A bad day for Harvey Weinstein is a good day for justice.
3. U.S. Ambassador to the U.N. Nikki Haley, because she got roasted for not understanding how art works.
Nikki Haley, the Trump cabinet member who has the unique privilege of getting to live in New York instead of Washington, D.C., tweeted about the part of the Grammy Awards that made her upset, and no, it wasn't Jay-Z's shutout.
Haley was pissed to see Hillary Clinton joining Cardi B and DJ Khalid in delivering dramatic readings of Fire and Fury, because music famously operates independent of the issues facing the times.
This "Separation of Art and State" argument promptly inspired the internet to come together and point out the history of music with words—and all art, for that matter.
Stay in your lane. Politicians shouldn't speak about the Arts. We don't pay you to talk about the Arts.— Amy Lounsbury (@amylounsbury) January 29, 2018
Yeah, well, some of us love government without the nepotism and grifting thrown in it.— Caroline O. (@RVAwonk) January 29, 2018
Also, have you ever listened to music with lyrics? Just curious.

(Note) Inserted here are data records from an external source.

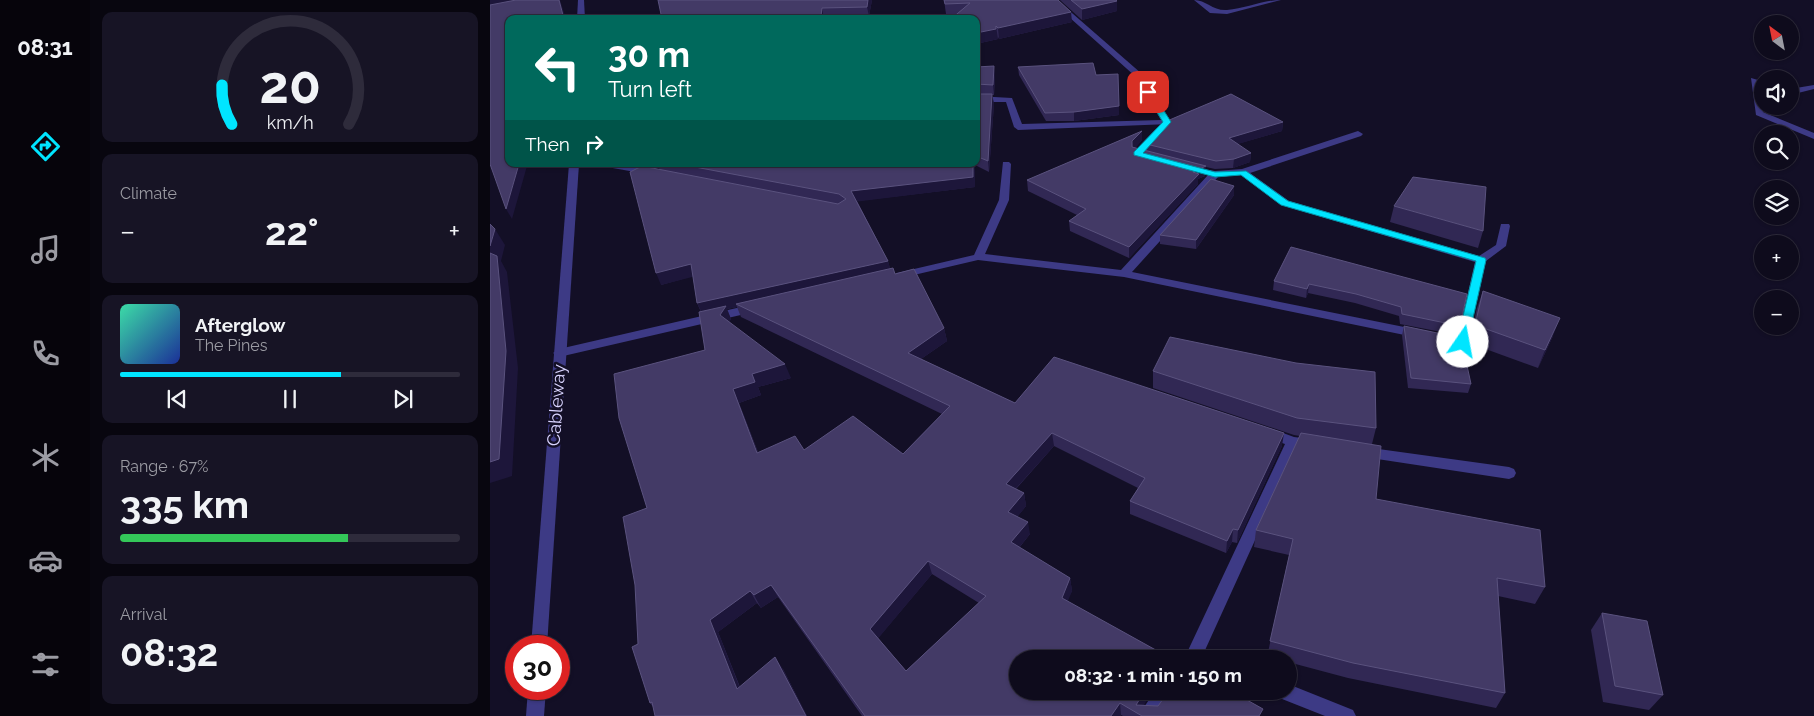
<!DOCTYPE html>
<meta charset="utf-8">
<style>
body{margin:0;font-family:Raleway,sans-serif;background:#171425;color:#f1f3f6;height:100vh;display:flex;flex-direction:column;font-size:19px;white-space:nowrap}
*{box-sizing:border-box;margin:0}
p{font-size:16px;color:#9b9ba3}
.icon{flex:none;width:28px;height:28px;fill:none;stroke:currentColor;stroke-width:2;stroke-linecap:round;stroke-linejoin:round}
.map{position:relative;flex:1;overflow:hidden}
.side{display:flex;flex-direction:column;gap:12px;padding:12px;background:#08060f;width:400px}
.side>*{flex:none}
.hud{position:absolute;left:15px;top:15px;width:475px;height:152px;border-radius:10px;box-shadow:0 1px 4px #0004,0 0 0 1px #2e2b3b;background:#00695c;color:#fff;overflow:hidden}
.needle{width:32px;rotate:328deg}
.fabs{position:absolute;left:1264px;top:15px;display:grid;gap:10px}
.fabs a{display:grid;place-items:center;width:45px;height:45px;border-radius:50%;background:#0e0b1c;box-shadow:0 1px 4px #0004,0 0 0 1px #2e2b3b;font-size:25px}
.speed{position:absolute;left:15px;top:635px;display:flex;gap:10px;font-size:25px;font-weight:700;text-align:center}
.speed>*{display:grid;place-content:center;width:65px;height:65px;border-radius:50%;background:#0e0b1c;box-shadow:0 1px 4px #0004,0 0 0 1px #2e2b3b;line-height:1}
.speed .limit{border:8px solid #d22;background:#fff;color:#111}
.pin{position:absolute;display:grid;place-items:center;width:42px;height:42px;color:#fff;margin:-21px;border-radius:10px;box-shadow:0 2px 8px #0006}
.me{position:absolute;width:55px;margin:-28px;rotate:12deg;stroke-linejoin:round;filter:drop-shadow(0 0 4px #0008)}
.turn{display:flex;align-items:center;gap:18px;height:105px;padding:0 20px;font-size:22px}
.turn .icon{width:65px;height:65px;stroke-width:2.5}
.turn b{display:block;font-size:35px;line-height:42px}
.then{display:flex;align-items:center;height:48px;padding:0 20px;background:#0003;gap:10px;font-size:19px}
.big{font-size:38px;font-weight:700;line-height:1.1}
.side .widget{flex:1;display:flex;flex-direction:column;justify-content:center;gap:8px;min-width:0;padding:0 18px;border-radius:10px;background:#171425}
.side .dial{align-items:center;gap:0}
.dial svg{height:130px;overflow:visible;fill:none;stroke:#2e2b3b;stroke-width:7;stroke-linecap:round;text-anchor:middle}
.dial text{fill:#f1f3f6;stroke:none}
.song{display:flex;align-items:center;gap:15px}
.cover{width:60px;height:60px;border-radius:8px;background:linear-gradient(135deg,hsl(160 70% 55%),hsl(230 70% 35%))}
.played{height:5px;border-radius:2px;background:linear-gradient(90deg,#00e5ff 65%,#2e2b3b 65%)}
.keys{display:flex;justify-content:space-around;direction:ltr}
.heat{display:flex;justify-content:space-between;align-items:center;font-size:28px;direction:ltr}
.charge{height:8px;border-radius:4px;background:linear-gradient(90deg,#34c759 67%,#2e2b3b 0)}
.trip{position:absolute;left:519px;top:650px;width:288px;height:50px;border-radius:25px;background:#0e0b1c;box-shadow:0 1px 4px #0004,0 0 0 1px #2e2b3b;font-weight:700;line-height:50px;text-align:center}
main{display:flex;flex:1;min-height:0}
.menu{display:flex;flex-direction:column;width:90px;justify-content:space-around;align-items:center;background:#06040b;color:#9b9ba3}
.menu .icon{width:35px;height:35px}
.menu .active{color:#00e5ff}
.menu b{font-size:22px;color:#f1f3f6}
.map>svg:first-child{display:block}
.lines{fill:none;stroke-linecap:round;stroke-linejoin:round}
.minor{fill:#3d3a85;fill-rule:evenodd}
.tertiary{fill:#3d3a85;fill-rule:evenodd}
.wall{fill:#312854;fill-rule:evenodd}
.shaded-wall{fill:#1d163a}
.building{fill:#433a66;stroke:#5a527e;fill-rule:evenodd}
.route{fill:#00e5ff;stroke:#0095a6}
.labels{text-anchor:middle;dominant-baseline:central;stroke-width:5;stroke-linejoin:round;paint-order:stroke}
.street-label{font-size:18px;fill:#d9d4ff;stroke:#130f26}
</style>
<main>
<nav class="menu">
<b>08:31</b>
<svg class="icon active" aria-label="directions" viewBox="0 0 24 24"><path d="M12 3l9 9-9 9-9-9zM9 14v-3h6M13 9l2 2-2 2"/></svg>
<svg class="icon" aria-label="music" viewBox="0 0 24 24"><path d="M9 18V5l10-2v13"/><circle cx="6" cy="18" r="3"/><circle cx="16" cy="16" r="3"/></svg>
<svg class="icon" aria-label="phone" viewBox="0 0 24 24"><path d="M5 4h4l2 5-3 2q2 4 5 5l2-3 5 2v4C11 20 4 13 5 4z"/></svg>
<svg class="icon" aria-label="climate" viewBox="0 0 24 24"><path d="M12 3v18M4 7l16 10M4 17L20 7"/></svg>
<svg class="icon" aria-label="car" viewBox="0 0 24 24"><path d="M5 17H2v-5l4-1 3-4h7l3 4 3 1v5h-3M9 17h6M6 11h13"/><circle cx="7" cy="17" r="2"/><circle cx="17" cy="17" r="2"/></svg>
<svg class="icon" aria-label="filters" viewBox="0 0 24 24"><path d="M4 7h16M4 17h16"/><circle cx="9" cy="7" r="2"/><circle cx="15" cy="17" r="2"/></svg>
</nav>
<section class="side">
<div class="widget dial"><svg viewBox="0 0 100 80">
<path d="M14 69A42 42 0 1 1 86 69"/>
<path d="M14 69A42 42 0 0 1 8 45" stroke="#00e5ff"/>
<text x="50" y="56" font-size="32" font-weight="700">20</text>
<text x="50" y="72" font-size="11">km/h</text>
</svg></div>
<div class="widget"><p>Climate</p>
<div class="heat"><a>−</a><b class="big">22°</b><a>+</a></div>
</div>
<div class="widget">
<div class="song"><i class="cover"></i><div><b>Afterglow</b><p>The Pines</p></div></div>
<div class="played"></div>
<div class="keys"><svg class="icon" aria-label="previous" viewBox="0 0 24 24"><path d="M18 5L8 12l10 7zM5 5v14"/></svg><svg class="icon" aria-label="pause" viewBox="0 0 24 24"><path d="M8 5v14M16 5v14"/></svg><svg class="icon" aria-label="next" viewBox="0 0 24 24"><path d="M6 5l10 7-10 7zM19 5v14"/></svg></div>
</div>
<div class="widget"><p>Range · 67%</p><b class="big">335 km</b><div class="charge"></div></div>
<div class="widget"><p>Arrival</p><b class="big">08:32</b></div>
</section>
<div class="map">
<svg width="1324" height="716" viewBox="0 0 1324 716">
<rect width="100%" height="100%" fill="#130f26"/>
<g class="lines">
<g class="minor">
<polygon points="560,0 567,0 652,74 681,122 680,124 528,130 524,127 516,102 486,102 486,96 522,98 532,124 671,120 646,77"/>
<path d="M704 0C716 0 723 11 737 10 755 9 772 0 791 0L737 14 720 13Z"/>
<polygon points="1261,78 1268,80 1273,112 1324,133 1324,139 1266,115"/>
<polygon points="1324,85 1324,89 1300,95 1300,89"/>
<polygon points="669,128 673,131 653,153 661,155 661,159 644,156 644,152 666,129"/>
<path d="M868 131 873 134 871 136 760 173 799 201 989 256 1006 245 1011 224H1019L1020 226 1016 246 996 261 977 345C970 347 955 345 950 339L956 335 968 337 985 262 791 205 751 175 728 177 642 272 929 330 933 331 935 334 933 337 929 338 634 277 488 260 411 278 405 275 407 273 484 255 509 200 513 162H519L521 164 519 200 495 254 631 270 718 175 696 170V166L725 171 752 169Z"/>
<path d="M112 164C125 163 157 164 167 172L162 175 117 167Z"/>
<polygon points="264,304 268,305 270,308 268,311 69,357 63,353 69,349"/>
<polygon points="779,428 804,437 827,440 829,444 827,448 822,449 807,448 711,659 694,659 795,444 774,437 772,433 774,429"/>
<polygon points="874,447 1019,467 1024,469 1026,473 1024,477 1019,479 874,457 869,456 867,452 869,448"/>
<polygon points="798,684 863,710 866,716 835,716 787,697 784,691 798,691"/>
<polygon points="665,691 685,691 668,716 648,716"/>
</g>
<g class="tertiary">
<polygon points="88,0 94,0 95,19 87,19"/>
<polygon points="79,164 89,164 57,646 41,646"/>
<polygon points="38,689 56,689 54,716 36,716"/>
</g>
</g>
<g class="wall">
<polygon points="382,0 379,16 335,17 334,19 172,19"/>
<polygon points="454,0 568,0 582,22 509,39 508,37 508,39 486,44 486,19 467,14 456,14"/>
<polygon points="570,0 626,0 627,1 627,11 592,20"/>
<path d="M486 67 505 76 504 95H502L504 104 499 172 485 165V187L367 201 398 261 400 269 454 328 457 341 431 359 525 403 792 446 747 543 742 542 736 553 640 514V501L648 488 564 446 526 489 534 493 536 506 527 517 540 534 529 548 580 578 582 591 528 691H663L653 705 771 716H633L631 715 630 716H372L288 597 271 608 267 603 228 632 250 687 293 669 317 716 163 707 160 703 148 644 157 508 215 350 211 312 207 303 203 276 171 285 170 170 167 164H486ZM247 307 251 317 452 414 413 454 314 450 268 452 249 403 271 395 268 387 301 378 239 322 241 319 237 309ZM442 574 489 603 416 671 388 638Z"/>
<polygon points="528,67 606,75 629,115 584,121 556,121 529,75"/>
<polygon points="793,122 792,131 747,144 761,153 760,162 743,168 725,169 716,167 715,176 708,179 708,184 639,258 580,231 579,221 587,215 538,191 537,180 652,140 645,148 656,151 656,144"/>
<polygon points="744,186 744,195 706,249 670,244 670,235"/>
<polygon points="904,206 993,231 988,248 900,222"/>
<polygon points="801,247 970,326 967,335 910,324 909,316 865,303 818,293 816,298 783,290 784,281"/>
<polygon points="993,291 1063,336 1048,368 979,343 987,308"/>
<polygon points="914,326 981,384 978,393 918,388 912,335"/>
<polygon points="663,371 886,428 882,444 886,499 1055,587 1045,604 1008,596 1015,693 1006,708 858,678 798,662 798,659 784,659 777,657 799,555 764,547 766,530 810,436 804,435 663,388"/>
<polygon points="1112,613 1173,695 1159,710 1113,702 1101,630"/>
</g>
<g class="shaded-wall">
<polygon points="0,0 39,0 0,7"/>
<polygon points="69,0 70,0 76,19 74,19"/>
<polygon points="378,0 382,0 379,16 377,7"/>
<polygon points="627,1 627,11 592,20 592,9"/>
<polygon points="332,8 334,19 312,19"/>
<polygon points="581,12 582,22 509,39 508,28"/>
<polygon points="506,26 508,39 486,44 486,33"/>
<polygon points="504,66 505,76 504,95 503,85"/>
<polygon points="502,94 504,104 499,172 498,161"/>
<polygon points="629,106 629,115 584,121 584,112"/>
<polygon points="793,122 792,131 738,147 739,138"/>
<polygon points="652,131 652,140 643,151 642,141"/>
<polygon points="761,153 760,162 743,168 744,159"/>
<polygon points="29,164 36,164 37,166 22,219 16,209"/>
<polygon points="483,164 485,164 485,187 364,202 361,191"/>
<polygon points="716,166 715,176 708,179 708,184 639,258 639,247 703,172"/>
<polygon points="744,186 744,195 706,249 706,240"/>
<polygon points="5,229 15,245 11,261 17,272 28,368 22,476 0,483 0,246"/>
<polygon points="398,261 401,272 246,304 247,307 237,309 241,319 236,328 213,315 207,303"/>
<polygon points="201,264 206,276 171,285 166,273"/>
<polygon points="819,284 818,293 816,298 817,289"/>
<polygon points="1070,318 1063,336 1048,368 1055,350"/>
<polygon points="454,328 457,341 421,366 418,353"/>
<polygon points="295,364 301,378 268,387 271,395 249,403 273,466 267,453 243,389 262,374"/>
<polygon points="562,433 564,446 518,497 516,484"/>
<polygon points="794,433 792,446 747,543 748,530"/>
<polygon points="534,493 536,506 521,525 518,512"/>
<polygon points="538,522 540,534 523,555 521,542"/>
<polygon points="743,529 742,542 736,553 737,541"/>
<polygon points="438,561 442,574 386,641 380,629"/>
<polygon points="580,578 582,591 574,611 572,598"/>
<polygon points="281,585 288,597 271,608 264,595"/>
<polygon points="260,591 267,603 228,632 255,701 247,689 220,620"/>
<polygon points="285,657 293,669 317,716 316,716"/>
<polygon points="655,691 663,691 648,714 646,705"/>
<polygon points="630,703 631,715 630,716 621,716"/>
</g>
<g class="building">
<polygon points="26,0 69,0 74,19 19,19 19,164 29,164 16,209 0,164 0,5"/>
<polygon points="168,0 378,0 377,7 332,8 331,16 312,19 172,19"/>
<polygon points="454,0 568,0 581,12 508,28 506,26 506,29 486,33 486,19 461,19 480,3 455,4"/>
<polygon points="581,0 626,0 627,1 592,9"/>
<polygon points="603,63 606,75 628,74 629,106 584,112 555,113 528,67"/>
<polygon points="504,66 503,85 486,84 486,67"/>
<polygon points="486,94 502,94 498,161 486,156"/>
<polygon points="741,94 793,122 739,138 761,153 744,159 726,161 656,144 677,121"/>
<polygon points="652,131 642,141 642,147 716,166 703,172 709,174 639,247 579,221 596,209 537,180"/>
<polygon points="189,164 483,164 483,177 361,191 398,261 207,303 201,264 166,273 140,172 152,166 348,204 356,199 349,194"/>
<polygon points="923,177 996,187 993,231 904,206"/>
<polygon points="721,179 744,186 706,240 670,235"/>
<polygon points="0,224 5,229 0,246"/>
<polygon points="801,247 977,294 970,326 912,314 911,307 866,294 819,284 817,289 784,281"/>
<polygon points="0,253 7,256 16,351 9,459 0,462"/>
<path d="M403 268 405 274 424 269 454 328 418 353 525 403 564 357 794 433 748 530 743 529 737 541 640 501 655 478 562 433 516 484 534 493 518 512 538 522 521 542 580 578 572 598 682 659H528V691H655L646 705 668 706 679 691H741L773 709 769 716H652L630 703 621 716H375L281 585 264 595 260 591 220 620 247 689 285 657 316 716H165L162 702 160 703 142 647 148 644 145 585 133 517 157 508 129 418 124 374 215 350 209 312 236 306 230 315 295 364 262 374 265 382 243 389 267 453 305 436 314 450 363 416 413 454 460 406 246 304ZM438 561 496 596 416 671 380 629Z"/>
<polygon points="993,291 1070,318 1055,350 985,325"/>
<polygon points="914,326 971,338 981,384 921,378"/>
<polygon points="680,337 806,363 885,372 886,428 807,418 663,371"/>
<polygon points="811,433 891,446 886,499 1050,530 1055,587 1007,578 1015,693 863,663 780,641 803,539 766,530"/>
<polygon points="1112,613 1157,621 1173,695 1125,686"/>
</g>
<polygon class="route" points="658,89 661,90 681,122 653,153 725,172 756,171 798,201 995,258 996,260 977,345 969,345 967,342 986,261 791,205 751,175 725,177 644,155 644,152 673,122 654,92"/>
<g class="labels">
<g class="street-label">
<text transform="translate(66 405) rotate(-86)">Cableway</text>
</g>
</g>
</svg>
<div class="fabs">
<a><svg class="needle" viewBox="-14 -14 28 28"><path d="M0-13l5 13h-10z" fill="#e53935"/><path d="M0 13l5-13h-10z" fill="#9b9ba3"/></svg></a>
<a><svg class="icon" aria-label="sound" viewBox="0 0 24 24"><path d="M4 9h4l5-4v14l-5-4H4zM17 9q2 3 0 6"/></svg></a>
<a><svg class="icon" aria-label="search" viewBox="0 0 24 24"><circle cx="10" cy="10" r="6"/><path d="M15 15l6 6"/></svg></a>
<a><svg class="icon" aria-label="layers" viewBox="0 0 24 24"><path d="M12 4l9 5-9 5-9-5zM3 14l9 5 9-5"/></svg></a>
<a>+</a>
<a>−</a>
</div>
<div class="speed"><div class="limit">30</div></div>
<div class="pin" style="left:658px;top:92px;background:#d93025"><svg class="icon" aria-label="arrive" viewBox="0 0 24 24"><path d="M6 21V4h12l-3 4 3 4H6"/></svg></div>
<svg class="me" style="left:973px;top:342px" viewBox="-20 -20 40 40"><circle r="19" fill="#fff"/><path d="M0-13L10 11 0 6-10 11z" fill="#00e5ff"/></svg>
<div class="trip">08:32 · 1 min · 150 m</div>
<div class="hud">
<div class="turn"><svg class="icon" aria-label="left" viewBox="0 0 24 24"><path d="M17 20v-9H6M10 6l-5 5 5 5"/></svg><div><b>30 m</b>Turn left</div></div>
<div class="then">Then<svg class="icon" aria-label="right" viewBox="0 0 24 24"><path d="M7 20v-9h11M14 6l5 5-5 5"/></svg></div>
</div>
</div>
</main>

Music, especially popular music in the United States, has been known to steer clear or representing of commenting on the experiences of the artist. There are seldom songs written to express hope for a better future.
Just like the president's complete and utter shock when the cast of Hamilton called on Mike Pence to remember that we hold these truths to be self-evident that all men are created equal, the Trump administration just wants to be entertained, goddammit! Stop reminding them that their actions affect peoples' lives and America's image all around the world!
2. The tourists arrested for dancing too sexily near a Cambodian holy temple.
The Cambodian National Police released photos of a crop of ten foreigners arrested for "pornographic dancing." No, this isn't a Cambodian reboot of Footloose.
The police raided a party in the city of Siem Reap, near the temple complex Angkor Wat. According to The Guardian, the group of British, Dutch, Norwegian, New Zealander, and Canadian tourists face up to a year in prison if convicted.
"Honestly, it was really confusing. Everyone was confused," one of the imprisoned dancers told the Associated Press. "They raided, rounded us up — there were about 80 to 100 people at this party. Some of them were tourists. There were about 30 of them [police officers]."
Duong Thavry, director of Siem Reap's anti-human trafficking and juvenile-protection department said, "We cracked down on them because they committed activities that are against our culture."
Oy. Next time you're in Cambodia, just stick to doing the Macarena.
1. The Girl with the "Vegan" Face Tattoo
Yes course, this is the photo without my camera roll at the bottom pic.twitter.com/4BU3TMiDfU— Kate Alice ♀Ⓥ (@spunk_m0nkey) January 29, 2018
How do you know if someone's vegan? Don't worry, they'll tell you.
Well, in Kate Alice's case, she doesn't need to tell you—she can show you.
Alice is a passionate vegan from Preston, UK. So passionate she got the word "vegan" tattooed on her face—which is ironically very cheesy.
Naturally, such a public display of affection for veganism inspired strong reactions.
You are a f*u c k i n g loon. Seek immediate help.— Alv Shippers (@wbinfo61) January 28, 2018
A lifetime of regret awaits you— FullEnglishBrexit (@jeremyafletcher) January 28, 2018
Cucumber gives me the shits. You don't see it written on my bloody face though— Flange (@TheFlange69) January 28, 2018
"A lot of tattoos that people get don't necessarily have a meaning behind them but as I'm incredibly passionate about veganism and know that I'll be vegan for life, I wanted this one to be someplace visible," Alice told The Independent.
"I've had a lot of comments about being 'unemployable', which doesn't matter to me since I've been self-employed since I was 18. Besides it's easy to cover with make-up and a fringe."
Another good way to cover the tattoo is with a finger and thumb in the shape of an L on the forehead.